Bien que je ne me souvenais pas de l’homme, je m’étais souvenu de la scène.

On lui avait dit d’aller quelque part, et qu’il aurait sept bonnes chances et trois mauvaises dans la rencontre qui suivrait ou quelque chose de ce genre.

Je me souvenais très bien que j’étais énervé quand il avait été dit à Tania qu’elle aurait une bonne chance et neuf mauvaises peu après.

{Hikari s’en souvient aussi. Il avait un visage très heureux.}

« Je vois. »

Je ne pouvais vraiment pas me souvenir de son visage, mais comme Hikari le disait, alors c’était probablement vrai.

{Quelle est cette différence avec la façon dont tu traites Hikari et moi ?}

« Si tu te sens frustrée, rappelle-toi ce qui s’est passé à cette époque. »

{Guu... !}

Éléanore ne pouvait rien dire en retour.

C’était un fait que beaucoup de choses auraient été plus faciles si elle s’était souvenue de cette époque, donc il ne pouvait pas être utile de l’intimider pour cela.

En la laissant de côté, j’avais vérifié l’environnement avec mes sens multipliés par 777x.
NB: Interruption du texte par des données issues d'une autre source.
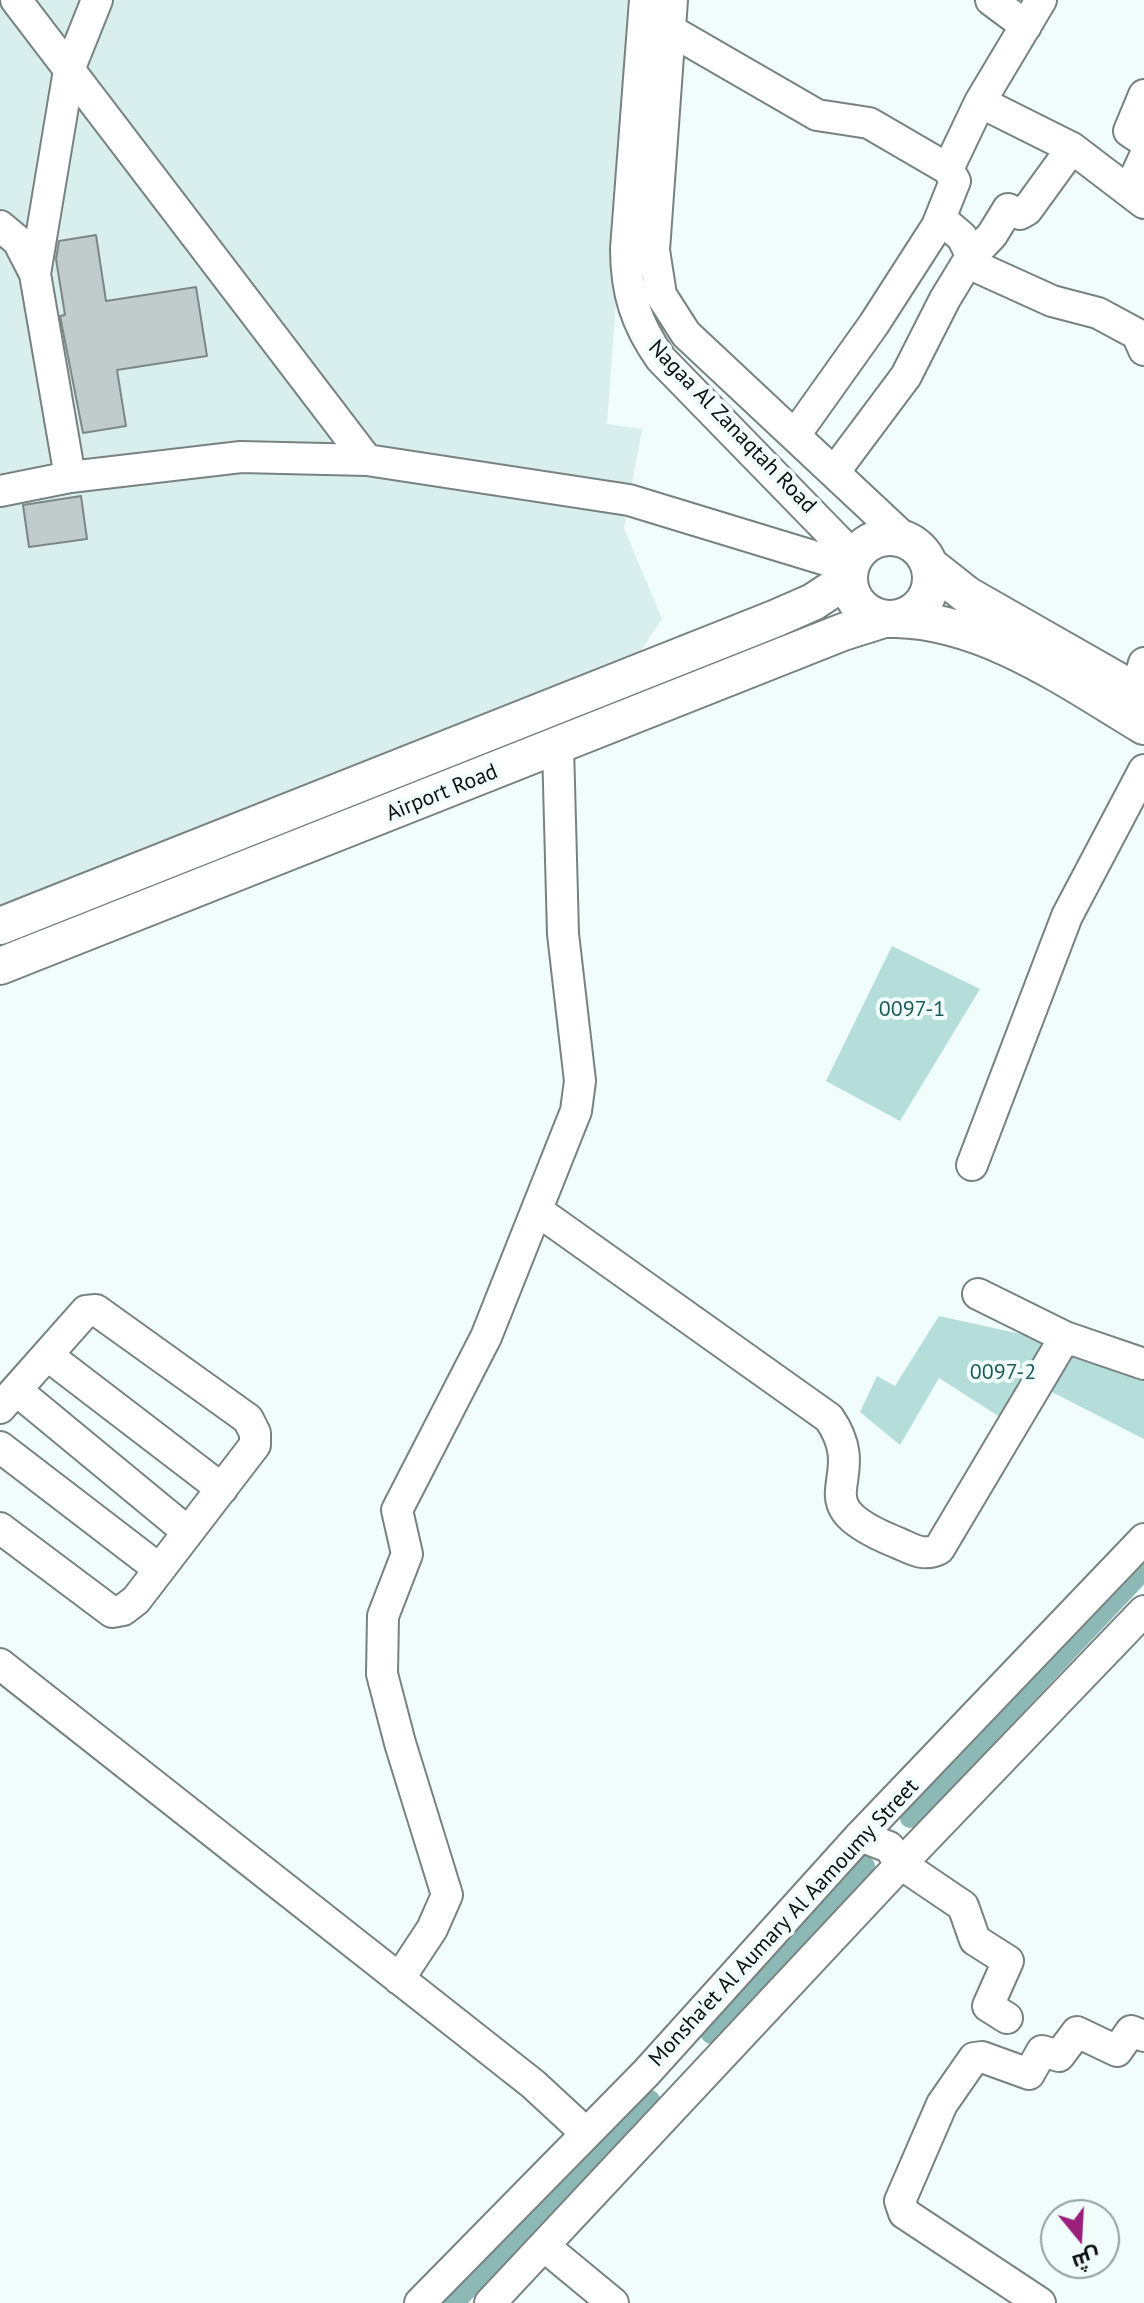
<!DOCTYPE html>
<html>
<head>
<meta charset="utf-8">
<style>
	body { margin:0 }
	#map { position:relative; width:1144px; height:2303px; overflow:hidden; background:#f0fdfb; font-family:"PT Sans",Cairo,sans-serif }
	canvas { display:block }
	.north { position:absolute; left:1040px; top:2199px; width:80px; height:80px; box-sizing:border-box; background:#f0fdfb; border:2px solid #959f9d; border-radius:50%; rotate:162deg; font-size:22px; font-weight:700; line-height:32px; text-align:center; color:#0c1110 }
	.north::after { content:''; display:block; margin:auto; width:28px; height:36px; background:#99217c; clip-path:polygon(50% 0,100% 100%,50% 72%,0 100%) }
</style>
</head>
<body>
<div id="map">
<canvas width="1144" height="2303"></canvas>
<div class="north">ش</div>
</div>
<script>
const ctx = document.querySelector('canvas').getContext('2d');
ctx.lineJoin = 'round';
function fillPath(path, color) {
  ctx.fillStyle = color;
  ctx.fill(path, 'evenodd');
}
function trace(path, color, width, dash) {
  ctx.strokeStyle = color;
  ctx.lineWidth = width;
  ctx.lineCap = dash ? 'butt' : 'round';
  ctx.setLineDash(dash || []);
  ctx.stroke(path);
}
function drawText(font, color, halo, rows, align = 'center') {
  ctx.font = font + ' "PT Sans",sans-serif';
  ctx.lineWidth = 8;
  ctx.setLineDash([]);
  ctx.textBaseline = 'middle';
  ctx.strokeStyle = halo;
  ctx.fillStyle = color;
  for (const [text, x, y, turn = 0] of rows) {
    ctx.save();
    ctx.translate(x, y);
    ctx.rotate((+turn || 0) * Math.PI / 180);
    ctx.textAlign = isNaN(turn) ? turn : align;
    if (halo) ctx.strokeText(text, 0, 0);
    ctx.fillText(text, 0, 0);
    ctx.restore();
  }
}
fillPath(new Path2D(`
	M0,0H638L607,424L642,429L624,528L662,619L640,652L0,915Z`), '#d9efed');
fillPath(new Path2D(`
	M892,946L980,989L900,1121L826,1081Z
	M939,1316L1084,1348L1144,1367V1439L1044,1388L1017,1428L939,1378L900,1445L860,1412L877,1376L895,1386Z`), '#b5ddd9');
trace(new Path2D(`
	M910,1818L1144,1570
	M711,2034L865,1866
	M454,2303L650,2100`), '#8cb9b6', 20);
const building = new Path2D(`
	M96,235L106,301L196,287L207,356L117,370L126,426L83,433L60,316L65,315L56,259L59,241Z
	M81,496L87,539L29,547L23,505Z`);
fillPath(building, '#bfcccb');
trace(building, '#7c8786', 2);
const minor = new Path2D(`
	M16,0L367,460
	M645,0L626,249C626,292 636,324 661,359L854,557
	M672,0L654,250L661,295L686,334L906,540
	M991,0L1026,26
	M670,30L817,115L869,123L948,169L955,181L937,226L874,324L795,435
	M1144,95L1129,131L1144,141
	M980,102L1072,148L1144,203
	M948,169L980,102L1041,0
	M1129,191L1144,158
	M941,219L962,237L977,267L1052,301L1098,313L1137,334L1144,350
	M0,226L18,241L35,274L70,477
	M35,274L69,70L97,0
	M835,471L906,376L945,299L970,258L992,235L1008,209L1020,214L1027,210L1072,148
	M0,491L70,477L241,457L367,460L629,500L849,567
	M1136,691L1144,663
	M972,1165L1067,916L1144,770
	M538,1211L829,1418C874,1483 793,1501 898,1543C912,1549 924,1557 939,1549L1065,1337
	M978,1294L1065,1337L1144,1364
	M47,1355L222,1489
	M16,1390L188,1532
	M0,1408L86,1311L96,1310L248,1419L255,1433V1445L136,1600L123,1610L112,1612L0,1528
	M0,1447L159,1569
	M0,1664L533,2084L586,2133
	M860,1836L889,1847L901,1864L963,1906L975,1940L1008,1961L988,2006L1007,2018
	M399,1979L432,1929L447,1895L400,1743L382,1674L383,1616L407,1554L397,1510L486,1337L576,1111L580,1081L563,934L558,747
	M544,2246L613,2303
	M420,2303L646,2073L860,1836L1144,1539
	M490,2303L901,1864L1144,1611
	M1040,2303L904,2213L900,2201L942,2104L974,2058L982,2057L1029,2074L1042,2051L1059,2056L1077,2032L1117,2051L1131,2031L1144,2036`);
const major = new Path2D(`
	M849 578a41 41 0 1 1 82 0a41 41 0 1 1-82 0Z
	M929,565L967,595L1144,696
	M896,619C986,621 1069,681 1144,726
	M0,926L774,619L813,602L848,579
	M0,966L843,632L884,619`);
trace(minor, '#778281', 34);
trace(major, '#778281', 40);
trace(minor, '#fff', 30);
trace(major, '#fff', 36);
drawText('22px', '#0c1110', '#f0fdfb', [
	["Nagaa Al Zanaqtah Road",732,427,46],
	["Airport Road",442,793,-22],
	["Monsha'et Al Aumary Al Aamoumy Street",784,1923,-47]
]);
drawText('22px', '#1c5b57', '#f0fdfb', [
	["0097-1",912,1010],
	["0097-2",1003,1373]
]);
</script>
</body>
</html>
Les soldats avaient beaucoup diminué, il n’y en avait plus que quelques dizaines.

Cependant, ils étaient tous dispersés, donc c’était un peu ennuyeux.

Que devrais-je faire ? Mais quand j’avais pensé à cela, Hikari revint à sa forme humaine.

« Papa, laisse-le à Hikari »

« Qu’est ce que tu vas faire ? »

« Tout le monde, sortez. »

Les Drake avaient été convoqués les uns après les autres de l’ombre de Hikari.

Cent soldats Drakes. Peu de temps après leur convocation, ils avaient été enveloppés par une aura et leur apparence avait été changée en celle d’un humain.

Ce n’était pas moi qui l’avais fait, et l’aura provenait du corps d’Hikari.

Hikari avait acquis la capacité de les invoquer et de les transformer par elle-même !

Après avoir convoqué ses cent soldats, Hikari leva les yeux vers moi avec un visage excité.

J’avais caressé la tête de ma fille, la plus belle fille du monde.

« Hikari, incroyable. Quand as-tu appris cela ? »

« Ehehe ... Maman me l’a appris. Elle a dit que c’était la marque des Épées Démoniaques. »

« Je vois. »

« Je vais y aller avec tout le monde d’accord ? »

« D’accord. Fais de ton mieux pour les attraper vivant. »

« Oui ! »

Hikari hocha la tête avec un sourire et courut, amenant les soldats Drakes avec elle.

« Lui as-tu appris quelque chose comme ça ? »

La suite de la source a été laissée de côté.